Friday, September 10, 2010

The Story Behind the Texas Tech Hurricane Research Team

We'd like to start the inaugural blog with the story how TTUHRT came to be. Most people would not directly associate Texas Tech University with hurricane research since we are at the closest about 9 hours from the coast and tucked out here in West Texas. Texas Tech however has a rich history in studying severe wind storms. The Wind Science and Engineering Research Center came about following the 1970 Lubbock tornado and has become a leader in wind hazard research. Initial research efforts focused on conducting damage surveys in order to understand the types of building failures that occur in severe windstorms, which include tornadoes, hurricanes, microburst events, etc etc. Research has since moved forward in an effort to answer the question "Is Wind Wind?", meaning are tornadic winds similar to hurricane winds or to microbursts or just a synoptic wind event that we see all the time out here in West Texas. The Wind Science and Engineering Research Center has always emphasized making full-scale measurements of the atmosphere and its effects on man's built environment.

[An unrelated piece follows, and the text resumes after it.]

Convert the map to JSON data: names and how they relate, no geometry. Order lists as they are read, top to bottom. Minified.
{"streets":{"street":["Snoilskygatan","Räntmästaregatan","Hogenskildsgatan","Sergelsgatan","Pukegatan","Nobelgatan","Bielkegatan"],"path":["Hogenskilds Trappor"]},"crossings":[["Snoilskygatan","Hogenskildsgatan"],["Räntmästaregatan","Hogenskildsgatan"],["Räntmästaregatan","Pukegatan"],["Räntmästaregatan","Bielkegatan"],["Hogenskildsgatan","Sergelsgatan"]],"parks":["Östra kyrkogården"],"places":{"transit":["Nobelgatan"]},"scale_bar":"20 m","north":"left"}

This emphasis on full-scale measurements and understanding the structure of severe winds led to the development of our existing Hurricanes at Landfall Project. In the late 90's, Dr. John Schroeder (then conducting his doctoral dissertation research) went searching for high-resolution data from the eyewall of landfalling hurricanes and was unsuccessful. This is due to typical failure of conventional weather stations used by the National Weather Service (NWS) to fail in sustained wind speeds of only 50 mph. Most believe that the stations are simply destroyed. Well in most cases this is not the truth at all. Unfortunately our conventional network of observing stations is powered by our standard electrical grid with no backup power supply. Also stations do not have an internal data logger and must rely on data transmission back to the NWS. So when the power goes out in an area, so do the observations. Question why 50 mph? these are typical sustained winds that begin to produce damage, such as downed trees which often fall on power lines. A recent study from the Florida Coastal Monitoring Program found an 80% failure rate of conventional automated surface observing stations (ASOS) in sustained winds of 50 mph.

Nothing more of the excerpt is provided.